| TRY IT |
Take the listing below and print exactly the lines starting at the line containing "position:relative; width:1385px; height:1968px;" and ending at the line containing "height:10px; margin:-5px; padding:0", both ends included, and no others.

Top of DATA SECTION

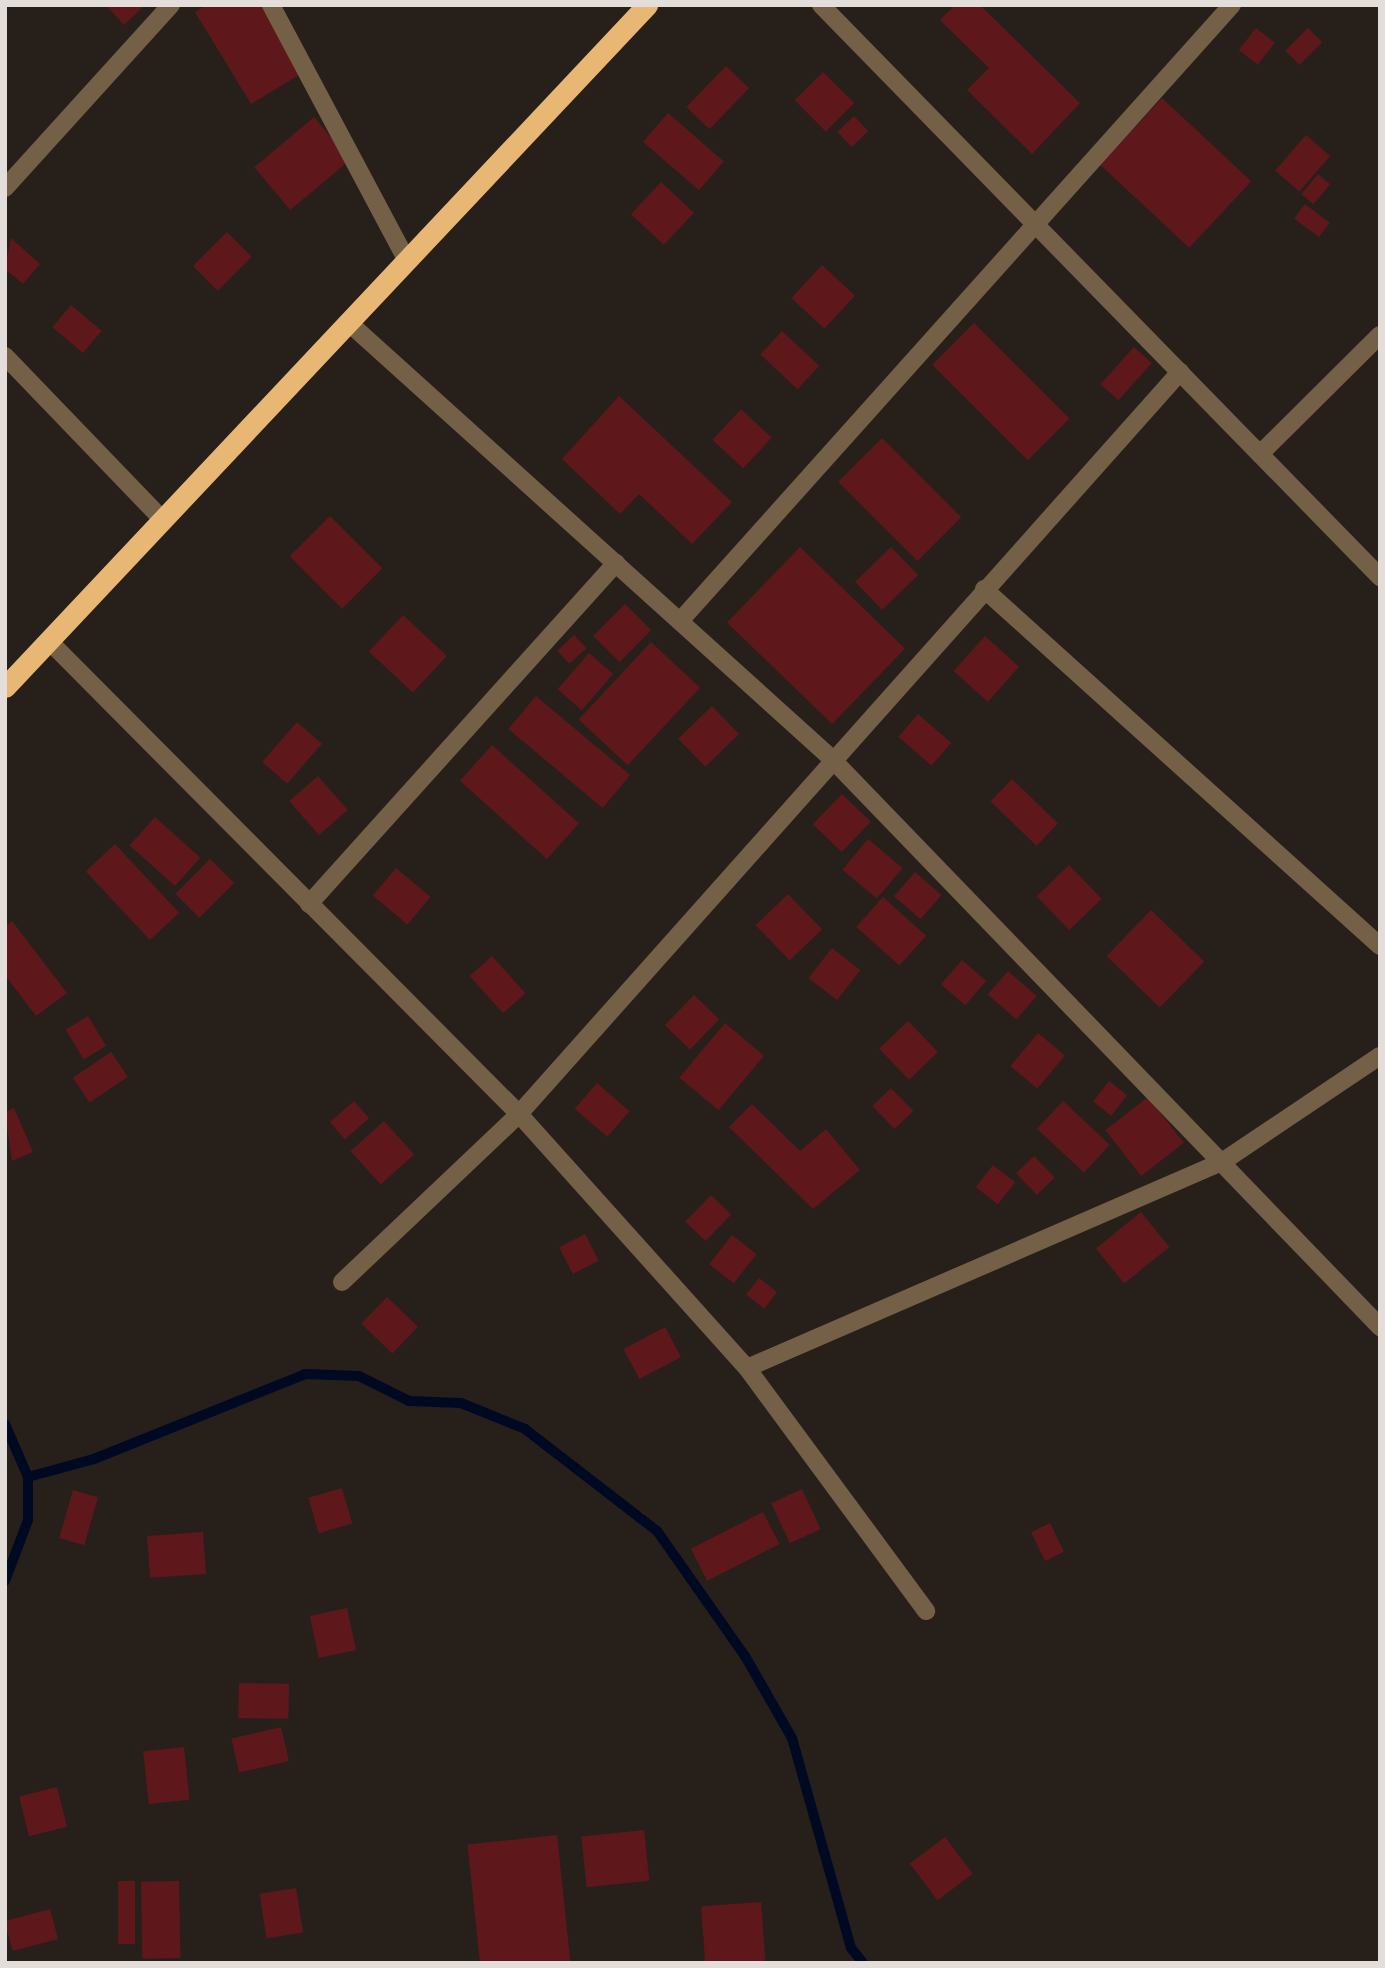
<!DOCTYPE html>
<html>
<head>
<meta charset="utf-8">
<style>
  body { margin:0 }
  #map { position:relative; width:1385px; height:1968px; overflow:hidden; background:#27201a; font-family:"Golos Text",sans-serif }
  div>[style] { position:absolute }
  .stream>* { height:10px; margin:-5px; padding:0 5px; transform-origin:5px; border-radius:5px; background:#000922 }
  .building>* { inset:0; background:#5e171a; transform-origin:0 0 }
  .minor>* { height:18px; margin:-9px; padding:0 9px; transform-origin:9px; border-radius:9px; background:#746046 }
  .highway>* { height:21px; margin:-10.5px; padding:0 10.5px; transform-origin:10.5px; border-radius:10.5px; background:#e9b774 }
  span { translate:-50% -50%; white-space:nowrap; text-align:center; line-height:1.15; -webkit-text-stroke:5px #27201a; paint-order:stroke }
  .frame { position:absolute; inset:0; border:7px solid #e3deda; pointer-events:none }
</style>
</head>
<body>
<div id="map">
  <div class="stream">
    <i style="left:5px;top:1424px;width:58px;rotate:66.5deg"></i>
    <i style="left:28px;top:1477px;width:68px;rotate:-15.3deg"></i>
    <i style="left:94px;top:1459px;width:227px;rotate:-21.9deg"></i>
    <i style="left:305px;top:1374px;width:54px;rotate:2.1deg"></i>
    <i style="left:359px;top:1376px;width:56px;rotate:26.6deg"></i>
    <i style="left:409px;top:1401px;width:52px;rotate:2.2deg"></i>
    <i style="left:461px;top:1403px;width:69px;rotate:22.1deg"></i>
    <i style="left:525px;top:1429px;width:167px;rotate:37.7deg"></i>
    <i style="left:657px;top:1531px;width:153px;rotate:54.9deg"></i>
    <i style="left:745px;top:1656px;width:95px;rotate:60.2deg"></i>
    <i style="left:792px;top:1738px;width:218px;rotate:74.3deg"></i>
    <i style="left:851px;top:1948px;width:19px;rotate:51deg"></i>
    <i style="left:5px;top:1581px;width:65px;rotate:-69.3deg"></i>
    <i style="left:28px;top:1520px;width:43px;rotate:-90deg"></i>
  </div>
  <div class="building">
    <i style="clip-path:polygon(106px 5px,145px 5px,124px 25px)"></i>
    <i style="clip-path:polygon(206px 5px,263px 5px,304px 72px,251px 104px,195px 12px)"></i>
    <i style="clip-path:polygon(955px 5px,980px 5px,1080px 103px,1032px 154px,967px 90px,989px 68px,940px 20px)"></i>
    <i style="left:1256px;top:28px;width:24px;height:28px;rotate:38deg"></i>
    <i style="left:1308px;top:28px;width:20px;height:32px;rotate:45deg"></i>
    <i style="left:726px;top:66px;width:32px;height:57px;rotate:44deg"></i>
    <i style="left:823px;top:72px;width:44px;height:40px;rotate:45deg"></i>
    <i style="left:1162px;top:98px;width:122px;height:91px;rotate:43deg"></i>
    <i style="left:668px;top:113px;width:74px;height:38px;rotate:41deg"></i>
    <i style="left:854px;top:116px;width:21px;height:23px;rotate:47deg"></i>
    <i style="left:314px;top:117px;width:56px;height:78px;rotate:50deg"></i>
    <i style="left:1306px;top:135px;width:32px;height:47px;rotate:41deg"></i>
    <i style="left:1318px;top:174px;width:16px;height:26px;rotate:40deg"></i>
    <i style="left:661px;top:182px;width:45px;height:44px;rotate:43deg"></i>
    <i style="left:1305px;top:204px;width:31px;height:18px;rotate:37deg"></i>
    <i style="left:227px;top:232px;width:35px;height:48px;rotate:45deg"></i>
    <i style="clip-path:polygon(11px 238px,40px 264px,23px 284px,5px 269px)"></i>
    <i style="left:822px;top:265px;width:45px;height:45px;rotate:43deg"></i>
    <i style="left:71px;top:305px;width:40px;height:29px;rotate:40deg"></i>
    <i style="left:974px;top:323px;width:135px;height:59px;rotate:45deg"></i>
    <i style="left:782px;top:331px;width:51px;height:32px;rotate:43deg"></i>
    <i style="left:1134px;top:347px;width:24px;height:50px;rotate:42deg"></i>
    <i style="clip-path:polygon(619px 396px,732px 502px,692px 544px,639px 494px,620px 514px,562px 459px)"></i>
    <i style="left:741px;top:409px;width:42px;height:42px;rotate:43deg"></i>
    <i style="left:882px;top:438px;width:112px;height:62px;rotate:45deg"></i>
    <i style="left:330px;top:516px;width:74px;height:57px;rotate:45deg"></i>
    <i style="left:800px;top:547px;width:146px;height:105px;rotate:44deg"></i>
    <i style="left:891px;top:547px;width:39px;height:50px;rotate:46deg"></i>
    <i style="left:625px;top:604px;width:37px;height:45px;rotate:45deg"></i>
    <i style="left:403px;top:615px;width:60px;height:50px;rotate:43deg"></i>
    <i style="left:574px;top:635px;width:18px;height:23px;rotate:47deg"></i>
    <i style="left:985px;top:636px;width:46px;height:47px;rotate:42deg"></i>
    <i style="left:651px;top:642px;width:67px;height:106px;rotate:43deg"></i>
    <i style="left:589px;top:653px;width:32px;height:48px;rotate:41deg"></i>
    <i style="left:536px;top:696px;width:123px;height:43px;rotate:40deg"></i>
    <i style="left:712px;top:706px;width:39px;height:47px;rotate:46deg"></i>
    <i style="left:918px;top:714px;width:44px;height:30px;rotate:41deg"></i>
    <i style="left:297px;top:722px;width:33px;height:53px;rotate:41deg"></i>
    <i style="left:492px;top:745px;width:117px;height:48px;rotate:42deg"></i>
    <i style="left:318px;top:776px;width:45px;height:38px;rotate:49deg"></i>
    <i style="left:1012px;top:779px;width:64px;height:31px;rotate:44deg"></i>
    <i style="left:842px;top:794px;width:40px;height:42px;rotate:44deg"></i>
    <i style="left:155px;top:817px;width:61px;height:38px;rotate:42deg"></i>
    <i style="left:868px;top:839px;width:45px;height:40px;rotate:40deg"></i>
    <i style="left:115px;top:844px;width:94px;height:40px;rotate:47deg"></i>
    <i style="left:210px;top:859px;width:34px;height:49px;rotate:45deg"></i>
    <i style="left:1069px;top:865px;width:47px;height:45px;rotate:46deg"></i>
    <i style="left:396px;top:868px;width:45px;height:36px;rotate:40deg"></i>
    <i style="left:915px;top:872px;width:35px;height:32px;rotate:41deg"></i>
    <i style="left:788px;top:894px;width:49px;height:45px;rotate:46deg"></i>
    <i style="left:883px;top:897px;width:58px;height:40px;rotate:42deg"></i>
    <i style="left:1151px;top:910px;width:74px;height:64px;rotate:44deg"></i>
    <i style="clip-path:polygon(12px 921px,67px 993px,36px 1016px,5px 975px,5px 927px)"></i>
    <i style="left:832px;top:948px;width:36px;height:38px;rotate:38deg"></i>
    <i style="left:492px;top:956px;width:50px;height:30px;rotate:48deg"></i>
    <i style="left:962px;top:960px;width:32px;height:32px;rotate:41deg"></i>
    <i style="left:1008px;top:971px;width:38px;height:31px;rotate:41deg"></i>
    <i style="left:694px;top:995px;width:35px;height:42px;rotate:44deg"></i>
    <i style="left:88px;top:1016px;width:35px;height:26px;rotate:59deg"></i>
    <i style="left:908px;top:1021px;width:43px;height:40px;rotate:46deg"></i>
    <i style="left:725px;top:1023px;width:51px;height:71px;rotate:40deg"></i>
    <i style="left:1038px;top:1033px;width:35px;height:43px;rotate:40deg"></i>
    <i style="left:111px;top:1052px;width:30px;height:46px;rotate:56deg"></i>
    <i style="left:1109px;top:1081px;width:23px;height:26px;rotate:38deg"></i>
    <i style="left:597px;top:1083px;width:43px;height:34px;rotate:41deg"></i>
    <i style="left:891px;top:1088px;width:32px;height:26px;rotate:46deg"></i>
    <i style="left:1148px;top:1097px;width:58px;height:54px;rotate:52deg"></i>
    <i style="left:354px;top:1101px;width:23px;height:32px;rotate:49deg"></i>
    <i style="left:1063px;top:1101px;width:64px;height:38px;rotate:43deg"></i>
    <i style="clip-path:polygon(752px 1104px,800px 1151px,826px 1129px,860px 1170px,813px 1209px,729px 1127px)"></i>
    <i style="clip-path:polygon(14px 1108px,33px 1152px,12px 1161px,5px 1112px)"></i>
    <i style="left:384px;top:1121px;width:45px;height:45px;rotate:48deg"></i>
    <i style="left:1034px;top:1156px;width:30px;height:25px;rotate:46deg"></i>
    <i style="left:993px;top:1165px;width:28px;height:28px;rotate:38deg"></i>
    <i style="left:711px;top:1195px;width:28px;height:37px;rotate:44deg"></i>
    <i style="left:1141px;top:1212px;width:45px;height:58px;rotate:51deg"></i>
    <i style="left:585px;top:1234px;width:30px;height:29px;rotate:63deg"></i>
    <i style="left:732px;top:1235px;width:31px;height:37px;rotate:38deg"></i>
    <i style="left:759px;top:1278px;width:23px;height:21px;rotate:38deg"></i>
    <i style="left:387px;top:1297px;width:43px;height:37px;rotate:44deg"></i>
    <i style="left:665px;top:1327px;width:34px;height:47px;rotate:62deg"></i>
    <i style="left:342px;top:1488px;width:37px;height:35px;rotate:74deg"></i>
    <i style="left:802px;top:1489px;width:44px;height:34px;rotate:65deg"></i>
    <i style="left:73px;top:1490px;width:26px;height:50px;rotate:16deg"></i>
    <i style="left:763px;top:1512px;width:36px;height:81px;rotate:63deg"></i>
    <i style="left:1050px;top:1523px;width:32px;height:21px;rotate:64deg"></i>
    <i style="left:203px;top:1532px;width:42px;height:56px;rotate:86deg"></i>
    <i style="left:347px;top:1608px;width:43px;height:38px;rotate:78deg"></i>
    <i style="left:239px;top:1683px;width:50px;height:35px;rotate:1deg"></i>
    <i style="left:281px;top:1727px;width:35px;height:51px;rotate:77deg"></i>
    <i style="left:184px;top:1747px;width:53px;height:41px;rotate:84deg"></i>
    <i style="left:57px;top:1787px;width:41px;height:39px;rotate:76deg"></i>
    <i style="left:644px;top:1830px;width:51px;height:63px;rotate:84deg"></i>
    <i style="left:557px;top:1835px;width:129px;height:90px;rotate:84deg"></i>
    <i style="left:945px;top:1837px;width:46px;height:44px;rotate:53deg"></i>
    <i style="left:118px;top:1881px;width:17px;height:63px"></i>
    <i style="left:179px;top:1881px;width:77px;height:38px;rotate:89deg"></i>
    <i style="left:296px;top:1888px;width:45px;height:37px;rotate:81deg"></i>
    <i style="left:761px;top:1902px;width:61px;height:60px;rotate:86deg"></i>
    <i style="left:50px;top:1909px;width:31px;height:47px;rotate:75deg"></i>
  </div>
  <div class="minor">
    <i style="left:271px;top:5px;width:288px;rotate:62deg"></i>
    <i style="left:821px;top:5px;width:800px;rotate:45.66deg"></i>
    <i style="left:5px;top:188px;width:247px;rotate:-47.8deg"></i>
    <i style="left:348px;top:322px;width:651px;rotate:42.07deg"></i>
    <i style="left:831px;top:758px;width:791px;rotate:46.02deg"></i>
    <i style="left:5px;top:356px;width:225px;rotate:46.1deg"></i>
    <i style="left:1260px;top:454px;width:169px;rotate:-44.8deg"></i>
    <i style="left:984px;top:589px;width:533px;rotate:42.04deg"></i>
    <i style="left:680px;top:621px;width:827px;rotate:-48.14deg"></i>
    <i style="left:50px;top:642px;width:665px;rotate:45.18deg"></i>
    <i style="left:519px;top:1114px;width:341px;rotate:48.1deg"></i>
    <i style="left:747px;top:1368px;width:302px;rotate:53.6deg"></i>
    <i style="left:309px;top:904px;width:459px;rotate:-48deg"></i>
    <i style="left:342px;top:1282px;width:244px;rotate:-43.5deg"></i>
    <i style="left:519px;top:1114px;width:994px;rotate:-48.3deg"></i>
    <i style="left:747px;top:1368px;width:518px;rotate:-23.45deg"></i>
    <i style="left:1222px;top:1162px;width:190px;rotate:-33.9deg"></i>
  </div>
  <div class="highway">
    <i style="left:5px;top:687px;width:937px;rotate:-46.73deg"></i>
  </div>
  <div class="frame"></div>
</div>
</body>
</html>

Bottom of DATA SECTION

| RESPONSE TO THE TASK |
  #map { position:relative; width:1385px; height:1968px; overflow:hidden; background:#27201a; font-family:"Golos Text",sans-serif }
  div>[style] { position:absolute }
  .stream>* { height:10px; margin:-5px; padding:0 5px; transform-origin:5px; border-radius:5px; background:#000922 }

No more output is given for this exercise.